Collected data entries
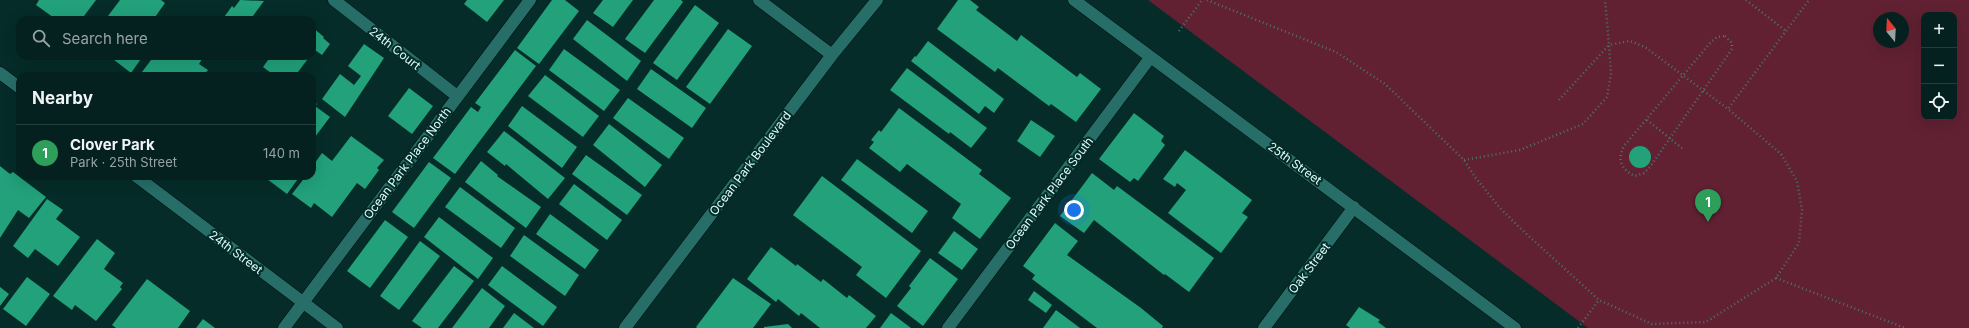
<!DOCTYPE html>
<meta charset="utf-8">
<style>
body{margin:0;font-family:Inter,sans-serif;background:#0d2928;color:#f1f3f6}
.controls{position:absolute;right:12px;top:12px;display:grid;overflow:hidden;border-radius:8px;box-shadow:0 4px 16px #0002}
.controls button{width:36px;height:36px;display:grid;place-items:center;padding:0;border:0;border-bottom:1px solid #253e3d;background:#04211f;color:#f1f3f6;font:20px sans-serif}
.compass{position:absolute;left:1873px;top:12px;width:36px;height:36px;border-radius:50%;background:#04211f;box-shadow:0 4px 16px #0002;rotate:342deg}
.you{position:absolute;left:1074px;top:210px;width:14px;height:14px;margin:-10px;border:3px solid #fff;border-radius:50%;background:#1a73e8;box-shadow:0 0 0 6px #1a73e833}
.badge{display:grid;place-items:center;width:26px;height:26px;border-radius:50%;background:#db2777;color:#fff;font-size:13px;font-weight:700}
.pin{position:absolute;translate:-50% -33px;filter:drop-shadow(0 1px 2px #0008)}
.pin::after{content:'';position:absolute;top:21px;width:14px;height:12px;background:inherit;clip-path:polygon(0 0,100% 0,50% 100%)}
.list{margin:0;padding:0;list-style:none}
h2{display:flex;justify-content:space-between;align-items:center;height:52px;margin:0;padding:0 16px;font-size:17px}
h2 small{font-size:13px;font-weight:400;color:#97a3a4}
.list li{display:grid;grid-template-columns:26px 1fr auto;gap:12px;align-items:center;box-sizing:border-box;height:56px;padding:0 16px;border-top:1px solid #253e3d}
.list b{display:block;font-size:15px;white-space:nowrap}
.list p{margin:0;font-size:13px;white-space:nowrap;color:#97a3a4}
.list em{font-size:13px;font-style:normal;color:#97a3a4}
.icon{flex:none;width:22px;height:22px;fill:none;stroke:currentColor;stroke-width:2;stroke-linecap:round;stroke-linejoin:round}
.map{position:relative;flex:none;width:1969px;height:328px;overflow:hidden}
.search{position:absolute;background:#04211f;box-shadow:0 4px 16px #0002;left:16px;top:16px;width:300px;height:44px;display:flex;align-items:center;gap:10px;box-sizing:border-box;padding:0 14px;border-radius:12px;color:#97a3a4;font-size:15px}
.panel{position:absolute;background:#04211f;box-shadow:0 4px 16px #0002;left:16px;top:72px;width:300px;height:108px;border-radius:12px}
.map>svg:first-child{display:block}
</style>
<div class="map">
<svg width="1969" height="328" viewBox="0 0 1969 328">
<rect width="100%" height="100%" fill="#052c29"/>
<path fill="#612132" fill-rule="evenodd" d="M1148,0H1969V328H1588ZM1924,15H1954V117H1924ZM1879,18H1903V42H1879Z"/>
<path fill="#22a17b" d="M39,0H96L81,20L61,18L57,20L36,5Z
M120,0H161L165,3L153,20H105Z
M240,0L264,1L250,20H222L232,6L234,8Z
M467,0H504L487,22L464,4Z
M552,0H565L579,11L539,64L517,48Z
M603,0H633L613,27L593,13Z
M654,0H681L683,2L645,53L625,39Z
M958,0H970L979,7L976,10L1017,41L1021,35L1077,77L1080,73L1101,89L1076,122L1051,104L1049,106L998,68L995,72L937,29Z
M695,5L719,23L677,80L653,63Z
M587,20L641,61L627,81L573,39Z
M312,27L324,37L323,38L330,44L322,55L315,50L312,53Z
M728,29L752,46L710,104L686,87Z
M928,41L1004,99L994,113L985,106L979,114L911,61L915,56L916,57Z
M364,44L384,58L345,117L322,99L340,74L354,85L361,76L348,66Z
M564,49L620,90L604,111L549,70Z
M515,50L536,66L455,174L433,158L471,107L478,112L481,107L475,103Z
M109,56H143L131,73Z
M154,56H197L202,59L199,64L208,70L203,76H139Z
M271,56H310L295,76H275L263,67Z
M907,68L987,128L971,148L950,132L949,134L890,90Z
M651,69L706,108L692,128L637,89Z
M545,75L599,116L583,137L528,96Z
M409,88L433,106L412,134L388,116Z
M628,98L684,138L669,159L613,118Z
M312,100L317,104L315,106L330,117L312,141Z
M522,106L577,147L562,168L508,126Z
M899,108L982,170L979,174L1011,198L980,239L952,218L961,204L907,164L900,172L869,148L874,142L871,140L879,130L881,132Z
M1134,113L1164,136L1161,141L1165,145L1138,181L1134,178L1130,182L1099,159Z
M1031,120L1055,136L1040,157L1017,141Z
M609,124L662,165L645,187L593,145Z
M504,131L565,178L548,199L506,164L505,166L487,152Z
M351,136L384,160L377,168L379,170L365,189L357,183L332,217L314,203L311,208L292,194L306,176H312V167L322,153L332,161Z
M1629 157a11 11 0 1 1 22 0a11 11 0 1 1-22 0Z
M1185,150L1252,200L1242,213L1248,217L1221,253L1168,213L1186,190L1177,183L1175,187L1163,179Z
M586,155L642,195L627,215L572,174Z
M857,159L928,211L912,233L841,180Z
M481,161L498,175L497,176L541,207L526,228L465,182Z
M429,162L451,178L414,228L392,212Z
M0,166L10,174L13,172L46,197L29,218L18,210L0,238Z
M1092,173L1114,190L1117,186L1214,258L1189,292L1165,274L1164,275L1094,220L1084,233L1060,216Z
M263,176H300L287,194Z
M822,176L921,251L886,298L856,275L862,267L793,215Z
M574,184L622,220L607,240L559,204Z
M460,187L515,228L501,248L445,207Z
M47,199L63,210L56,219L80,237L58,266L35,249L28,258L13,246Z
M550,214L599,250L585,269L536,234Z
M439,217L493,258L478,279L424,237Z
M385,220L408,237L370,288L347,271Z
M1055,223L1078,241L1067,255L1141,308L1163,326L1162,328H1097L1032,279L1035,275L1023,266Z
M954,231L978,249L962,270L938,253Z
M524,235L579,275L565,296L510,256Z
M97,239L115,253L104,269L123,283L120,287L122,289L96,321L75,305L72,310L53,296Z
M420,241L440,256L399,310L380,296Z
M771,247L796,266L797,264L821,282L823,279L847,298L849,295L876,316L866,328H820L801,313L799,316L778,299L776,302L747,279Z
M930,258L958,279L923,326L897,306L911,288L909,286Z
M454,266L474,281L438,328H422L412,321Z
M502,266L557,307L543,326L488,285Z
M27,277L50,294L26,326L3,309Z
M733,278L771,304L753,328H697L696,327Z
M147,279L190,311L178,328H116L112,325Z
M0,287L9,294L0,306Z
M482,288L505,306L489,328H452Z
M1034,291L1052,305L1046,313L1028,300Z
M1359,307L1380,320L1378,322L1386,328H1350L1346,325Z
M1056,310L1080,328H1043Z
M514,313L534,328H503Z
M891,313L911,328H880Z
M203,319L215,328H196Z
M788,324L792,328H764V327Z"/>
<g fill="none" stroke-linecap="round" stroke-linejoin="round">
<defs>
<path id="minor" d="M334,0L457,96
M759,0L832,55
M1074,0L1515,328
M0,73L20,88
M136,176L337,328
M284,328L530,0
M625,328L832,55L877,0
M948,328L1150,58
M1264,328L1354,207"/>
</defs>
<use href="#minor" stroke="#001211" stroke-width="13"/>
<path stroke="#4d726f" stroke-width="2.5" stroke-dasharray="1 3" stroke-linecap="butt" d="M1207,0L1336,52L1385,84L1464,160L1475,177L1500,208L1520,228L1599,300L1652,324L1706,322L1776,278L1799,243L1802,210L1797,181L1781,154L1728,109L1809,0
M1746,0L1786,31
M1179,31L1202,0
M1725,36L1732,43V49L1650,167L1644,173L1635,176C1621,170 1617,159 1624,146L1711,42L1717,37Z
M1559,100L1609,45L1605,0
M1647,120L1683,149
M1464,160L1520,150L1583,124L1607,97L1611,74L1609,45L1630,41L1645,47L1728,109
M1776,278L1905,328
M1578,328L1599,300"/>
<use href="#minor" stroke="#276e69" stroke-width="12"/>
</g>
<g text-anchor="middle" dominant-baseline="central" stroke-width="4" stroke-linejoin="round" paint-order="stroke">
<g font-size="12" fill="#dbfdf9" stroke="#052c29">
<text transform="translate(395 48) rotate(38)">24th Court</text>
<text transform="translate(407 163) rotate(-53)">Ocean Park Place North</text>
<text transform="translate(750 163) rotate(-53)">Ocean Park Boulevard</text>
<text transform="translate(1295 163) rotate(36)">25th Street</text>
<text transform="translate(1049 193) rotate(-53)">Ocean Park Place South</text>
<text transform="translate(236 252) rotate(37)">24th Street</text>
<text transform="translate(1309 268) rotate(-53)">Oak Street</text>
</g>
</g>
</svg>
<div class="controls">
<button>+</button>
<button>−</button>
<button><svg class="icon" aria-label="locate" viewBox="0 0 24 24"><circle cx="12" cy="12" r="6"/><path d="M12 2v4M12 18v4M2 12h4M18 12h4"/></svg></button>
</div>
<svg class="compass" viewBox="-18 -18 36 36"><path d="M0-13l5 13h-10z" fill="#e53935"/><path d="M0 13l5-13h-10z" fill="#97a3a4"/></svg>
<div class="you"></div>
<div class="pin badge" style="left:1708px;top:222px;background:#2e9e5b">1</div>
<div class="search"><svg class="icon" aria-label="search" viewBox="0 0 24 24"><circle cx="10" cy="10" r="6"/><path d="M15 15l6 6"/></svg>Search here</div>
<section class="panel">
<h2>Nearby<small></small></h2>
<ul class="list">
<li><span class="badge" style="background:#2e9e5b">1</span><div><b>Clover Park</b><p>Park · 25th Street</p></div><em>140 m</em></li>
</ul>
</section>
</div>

● Work order: Out of the data above, give again only the lines starting at the one holding "M625,328L832,55L877,0" and ending at the one holding "M1776,278L1905,328", unchanged.

● Final answer:
M625,328L832,55L877,0
M948,328L1150,58
M1264,328L1354,207"/>
</defs>
<use href="#minor" stroke="#001211" stroke-width="13"/>
<path stroke="#4d726f" stroke-width="2.5" stroke-dasharray="1 3" stroke-linecap="butt" d="M1207,0L1336,52L1385,84L1464,160L1475,177L1500,208L1520,228L1599,300L1652,324L1706,322L1776,278L1799,243L1802,210L1797,181L1781,154L1728,109L1809,0
M1746,0L1786,31
M1179,31L1202,0
M1725,36L1732,43V49L1650,167L1644,173L1635,176C1621,170 1617,159 1624,146L1711,42L1717,37Z
M1559,100L1609,45L1605,0
M1647,120L1683,149
M1464,160L1520,150L1583,124L1607,97L1611,74L1609,45L1630,41L1645,47L1728,109
M1776,278L1905,328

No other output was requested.